A real-life environmental detective story about toxic wastes suspected of causing cancer in children
Toms River: A Story of Science and Salvation. Bantam, 538 pp., $28.
By Janice Harayda
Thirty years ago, New Jersey was the capital of hazardous waste dumping in the United States, and Toms River stood at a crossroads of that dark enterprise. In this stellar environmental detective story, the gifted science writer Dan Fagin tells how a toxic disaster befell and — after decades of political and legal wrangling — ended in a Jersey Shore town better known for its Little League World Series champions.
Toms River abounds with the sort of cloak-and-dagger exploits more often found in suspense novels: midnight dumping, anonymous tips, criminal sabotage, indifferent government officials, and corrupt executives – in this case, at Ciba-Geigy, once a major air and water polluter in the area.
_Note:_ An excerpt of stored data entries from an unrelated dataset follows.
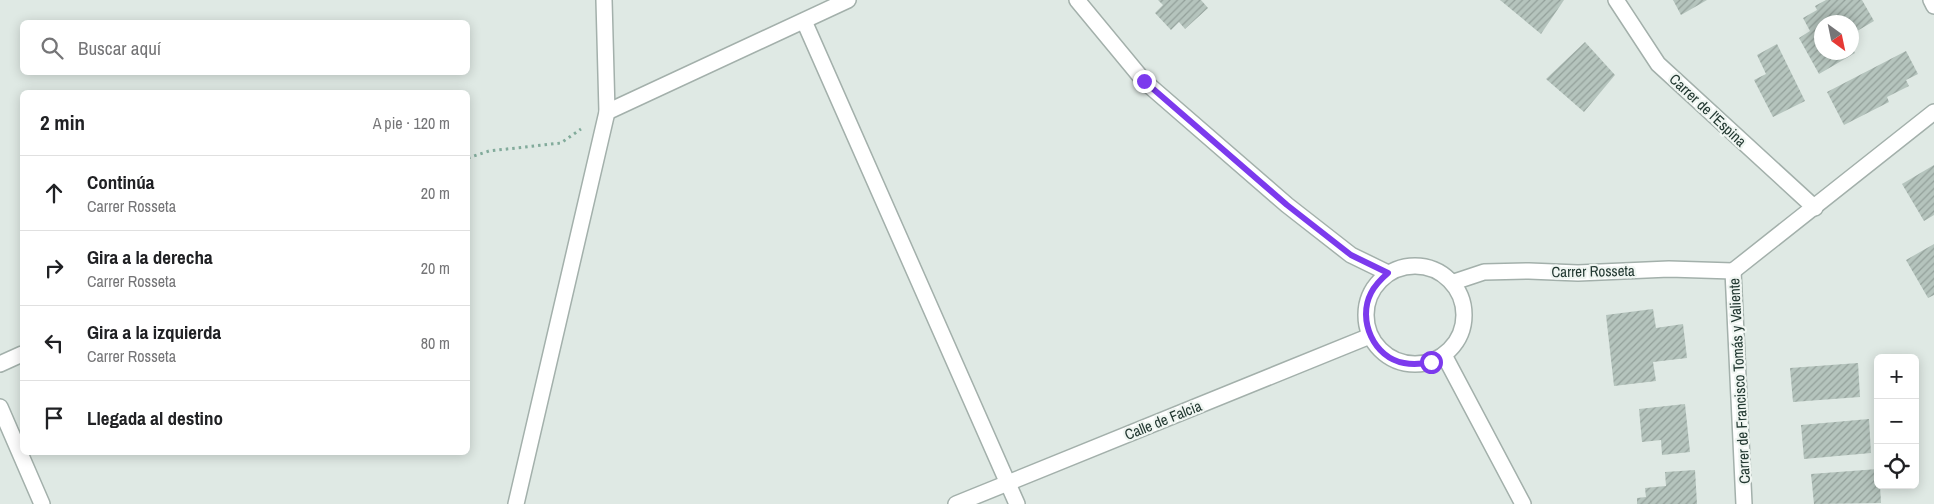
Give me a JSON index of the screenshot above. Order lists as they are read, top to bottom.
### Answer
{
  "streets": {
    "street": [
      "Carrer de l'Espina",
      "Carrer Rosseta",
      "Carrer de Francisco Tomás y Valiente",
      "Calle de Falcia"
    ]
  },
  "crossings": [
    ["Carrer de l'Espina", "Carrer de Francisco Tomás y Valiente"],
    ["Carrer Rosseta", "Carrer de Francisco Tomás y Valiente"],
    ["Carrer Rosseta", "Calle de Falcia"]
  ],
  "north": "bottom right",
  "page": {
    "search": "Buscar aquí",
    "heading": ["2 min", "A pie · 120 m"],
    "list": [
      ["Continúa", "Carrer Rosseta", "20 m"],
      ["Gira a la derecha", "Carrer Rosseta", "20 m"],
      ["Gira a la izquierda", "Carrer Rosseta", "80 m"],
      "Llegada al destino"
    ],
    "map_buttons": ["+", "−"]
  }
}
But the emotional heart of the book lies in its account of the unusual number of children in town who developed cancer, especially leukemia.
Many of the victims’ parents suspected that the problem lay in the toxic wastes dumped by or emitted from the smokestacks of Ciba and other polluters, and they spent years trying to prove it. Their efforts had impressive results — a government investigation, a cleanup of dump sites, and more rigorous testing of the town water. But the parents received no financial settlement from polluters until their legal team expanded to include Jan Schlichtmann, the brash lawyer whose gladiatorial fight for leukemia victims in Woburn, Mass., inspired A Civil Action. In 2001 he helped to negotiate an estimated $35 million payout to the Toms River families, a sum Fagin calls “unquestionably the largest in a residential cancer cluster case, dwarfing the $8 million Woburn settlement of 1986.”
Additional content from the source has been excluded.